- Supplied entries:
== Segment start ==

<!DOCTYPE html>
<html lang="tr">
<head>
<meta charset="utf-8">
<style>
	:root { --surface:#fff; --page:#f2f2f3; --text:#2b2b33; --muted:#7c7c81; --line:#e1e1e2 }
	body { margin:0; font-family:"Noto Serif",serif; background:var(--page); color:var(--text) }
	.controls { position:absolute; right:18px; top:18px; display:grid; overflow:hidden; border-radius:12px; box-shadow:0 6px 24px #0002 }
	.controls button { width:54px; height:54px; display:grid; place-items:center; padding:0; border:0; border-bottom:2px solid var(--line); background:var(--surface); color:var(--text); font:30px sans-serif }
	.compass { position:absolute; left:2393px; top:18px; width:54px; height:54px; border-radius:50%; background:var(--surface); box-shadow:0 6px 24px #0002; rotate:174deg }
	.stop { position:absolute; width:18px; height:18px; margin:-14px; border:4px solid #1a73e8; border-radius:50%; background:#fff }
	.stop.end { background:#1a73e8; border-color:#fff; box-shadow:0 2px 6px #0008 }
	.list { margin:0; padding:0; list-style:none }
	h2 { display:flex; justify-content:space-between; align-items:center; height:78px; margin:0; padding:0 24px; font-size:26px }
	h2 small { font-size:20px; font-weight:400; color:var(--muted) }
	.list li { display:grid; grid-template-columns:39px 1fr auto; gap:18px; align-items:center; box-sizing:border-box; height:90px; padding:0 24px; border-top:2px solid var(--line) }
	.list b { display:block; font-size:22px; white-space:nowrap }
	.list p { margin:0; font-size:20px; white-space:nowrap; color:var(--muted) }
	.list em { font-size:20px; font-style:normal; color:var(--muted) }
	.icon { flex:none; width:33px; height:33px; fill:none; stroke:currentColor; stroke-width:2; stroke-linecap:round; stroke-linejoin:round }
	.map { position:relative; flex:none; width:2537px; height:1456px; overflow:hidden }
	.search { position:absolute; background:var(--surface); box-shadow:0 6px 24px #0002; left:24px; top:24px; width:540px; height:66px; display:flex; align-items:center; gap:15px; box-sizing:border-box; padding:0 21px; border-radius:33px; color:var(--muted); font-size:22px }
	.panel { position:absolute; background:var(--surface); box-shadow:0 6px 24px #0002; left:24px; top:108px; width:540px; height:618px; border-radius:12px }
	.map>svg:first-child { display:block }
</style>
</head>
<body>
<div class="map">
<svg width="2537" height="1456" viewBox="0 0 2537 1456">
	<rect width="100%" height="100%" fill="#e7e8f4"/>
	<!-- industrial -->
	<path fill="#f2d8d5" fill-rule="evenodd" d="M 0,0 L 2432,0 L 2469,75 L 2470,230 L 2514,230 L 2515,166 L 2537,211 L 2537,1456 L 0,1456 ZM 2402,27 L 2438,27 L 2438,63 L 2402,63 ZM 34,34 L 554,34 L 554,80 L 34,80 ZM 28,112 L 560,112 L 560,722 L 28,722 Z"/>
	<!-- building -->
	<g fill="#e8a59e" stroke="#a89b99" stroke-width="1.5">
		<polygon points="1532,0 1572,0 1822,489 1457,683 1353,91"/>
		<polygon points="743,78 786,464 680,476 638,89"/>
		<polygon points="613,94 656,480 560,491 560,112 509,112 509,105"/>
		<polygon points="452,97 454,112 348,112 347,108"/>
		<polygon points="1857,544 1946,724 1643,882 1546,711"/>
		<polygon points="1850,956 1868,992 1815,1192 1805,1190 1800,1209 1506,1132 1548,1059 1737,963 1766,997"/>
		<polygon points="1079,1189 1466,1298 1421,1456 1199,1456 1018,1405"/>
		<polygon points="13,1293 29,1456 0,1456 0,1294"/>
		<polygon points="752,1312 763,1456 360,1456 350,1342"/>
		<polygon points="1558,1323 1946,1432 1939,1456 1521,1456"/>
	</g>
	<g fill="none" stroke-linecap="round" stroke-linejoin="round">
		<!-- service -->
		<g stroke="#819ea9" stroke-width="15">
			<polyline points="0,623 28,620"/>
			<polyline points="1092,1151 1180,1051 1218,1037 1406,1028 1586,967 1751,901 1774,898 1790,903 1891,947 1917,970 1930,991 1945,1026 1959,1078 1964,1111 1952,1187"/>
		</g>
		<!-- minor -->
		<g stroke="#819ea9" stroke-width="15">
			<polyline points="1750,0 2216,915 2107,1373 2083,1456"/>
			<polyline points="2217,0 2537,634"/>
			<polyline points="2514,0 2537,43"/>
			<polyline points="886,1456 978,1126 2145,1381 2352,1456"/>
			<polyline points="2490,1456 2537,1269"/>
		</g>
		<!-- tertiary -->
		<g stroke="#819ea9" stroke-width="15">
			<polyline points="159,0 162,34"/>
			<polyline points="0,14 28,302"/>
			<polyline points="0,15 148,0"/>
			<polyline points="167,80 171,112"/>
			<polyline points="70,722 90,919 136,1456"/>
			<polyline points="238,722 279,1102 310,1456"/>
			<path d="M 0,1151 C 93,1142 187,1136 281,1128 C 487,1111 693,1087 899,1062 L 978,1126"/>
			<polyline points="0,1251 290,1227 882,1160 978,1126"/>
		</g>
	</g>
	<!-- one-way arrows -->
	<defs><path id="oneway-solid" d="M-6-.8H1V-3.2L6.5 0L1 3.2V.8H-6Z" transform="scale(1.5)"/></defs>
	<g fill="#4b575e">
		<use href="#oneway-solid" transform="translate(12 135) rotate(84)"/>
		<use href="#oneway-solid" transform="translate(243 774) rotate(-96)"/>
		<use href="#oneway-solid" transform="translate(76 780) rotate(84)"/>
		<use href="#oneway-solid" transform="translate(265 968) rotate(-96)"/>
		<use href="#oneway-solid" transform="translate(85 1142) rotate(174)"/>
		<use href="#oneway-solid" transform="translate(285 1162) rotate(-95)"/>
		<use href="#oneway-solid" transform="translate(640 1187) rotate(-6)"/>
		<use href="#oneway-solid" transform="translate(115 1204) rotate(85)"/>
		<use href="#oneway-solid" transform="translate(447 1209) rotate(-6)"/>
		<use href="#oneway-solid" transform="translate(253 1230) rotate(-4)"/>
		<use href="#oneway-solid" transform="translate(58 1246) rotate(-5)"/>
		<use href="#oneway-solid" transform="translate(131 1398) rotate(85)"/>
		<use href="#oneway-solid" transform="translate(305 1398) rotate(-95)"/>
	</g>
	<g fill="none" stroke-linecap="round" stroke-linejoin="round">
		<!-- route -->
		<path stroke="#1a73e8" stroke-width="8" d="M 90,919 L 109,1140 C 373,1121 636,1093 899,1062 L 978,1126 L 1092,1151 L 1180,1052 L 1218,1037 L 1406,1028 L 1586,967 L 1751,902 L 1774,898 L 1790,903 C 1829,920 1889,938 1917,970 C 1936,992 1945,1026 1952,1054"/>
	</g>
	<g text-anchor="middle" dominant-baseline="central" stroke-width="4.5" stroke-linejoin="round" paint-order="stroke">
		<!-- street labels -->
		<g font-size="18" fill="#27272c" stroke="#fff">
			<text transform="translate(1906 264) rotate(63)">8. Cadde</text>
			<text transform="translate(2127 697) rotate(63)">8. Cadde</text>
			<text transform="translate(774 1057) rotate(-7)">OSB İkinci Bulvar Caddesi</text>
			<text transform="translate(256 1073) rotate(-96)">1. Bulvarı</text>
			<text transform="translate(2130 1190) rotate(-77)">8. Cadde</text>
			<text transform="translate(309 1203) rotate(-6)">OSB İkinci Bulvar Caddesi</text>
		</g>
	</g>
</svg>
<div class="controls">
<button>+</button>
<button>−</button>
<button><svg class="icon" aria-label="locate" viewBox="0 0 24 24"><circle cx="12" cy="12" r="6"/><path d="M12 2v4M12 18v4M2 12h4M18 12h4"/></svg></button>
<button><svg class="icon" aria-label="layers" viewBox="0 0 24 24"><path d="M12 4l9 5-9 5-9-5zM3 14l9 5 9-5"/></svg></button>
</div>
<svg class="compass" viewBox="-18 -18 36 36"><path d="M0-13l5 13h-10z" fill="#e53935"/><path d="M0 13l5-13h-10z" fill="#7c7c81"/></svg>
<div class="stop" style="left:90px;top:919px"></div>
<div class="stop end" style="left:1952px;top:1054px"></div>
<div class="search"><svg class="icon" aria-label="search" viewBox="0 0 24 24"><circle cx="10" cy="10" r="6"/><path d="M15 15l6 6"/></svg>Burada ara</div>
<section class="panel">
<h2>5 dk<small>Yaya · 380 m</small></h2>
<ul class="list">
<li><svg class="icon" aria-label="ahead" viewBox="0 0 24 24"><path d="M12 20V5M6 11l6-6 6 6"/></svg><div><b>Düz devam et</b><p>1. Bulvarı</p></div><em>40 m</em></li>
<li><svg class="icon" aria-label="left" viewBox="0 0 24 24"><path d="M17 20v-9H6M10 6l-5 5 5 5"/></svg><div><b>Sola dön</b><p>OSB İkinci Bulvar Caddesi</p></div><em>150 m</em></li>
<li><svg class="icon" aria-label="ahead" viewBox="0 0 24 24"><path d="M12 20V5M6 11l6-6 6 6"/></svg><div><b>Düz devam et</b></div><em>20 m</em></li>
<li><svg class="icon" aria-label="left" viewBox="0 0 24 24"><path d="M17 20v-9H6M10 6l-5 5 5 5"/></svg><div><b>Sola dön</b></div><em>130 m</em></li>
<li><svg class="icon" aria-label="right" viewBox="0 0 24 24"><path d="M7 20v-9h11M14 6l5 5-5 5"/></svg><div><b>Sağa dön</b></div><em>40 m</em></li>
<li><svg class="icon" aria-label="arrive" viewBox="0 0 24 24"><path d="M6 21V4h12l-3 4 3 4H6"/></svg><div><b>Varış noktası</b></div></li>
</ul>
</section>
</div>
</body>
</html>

== Segment end ==

- Task directions:
For each line above that has the word "nowrap", add one to a tally, and report the final tally alone.

- Exercise answer:
2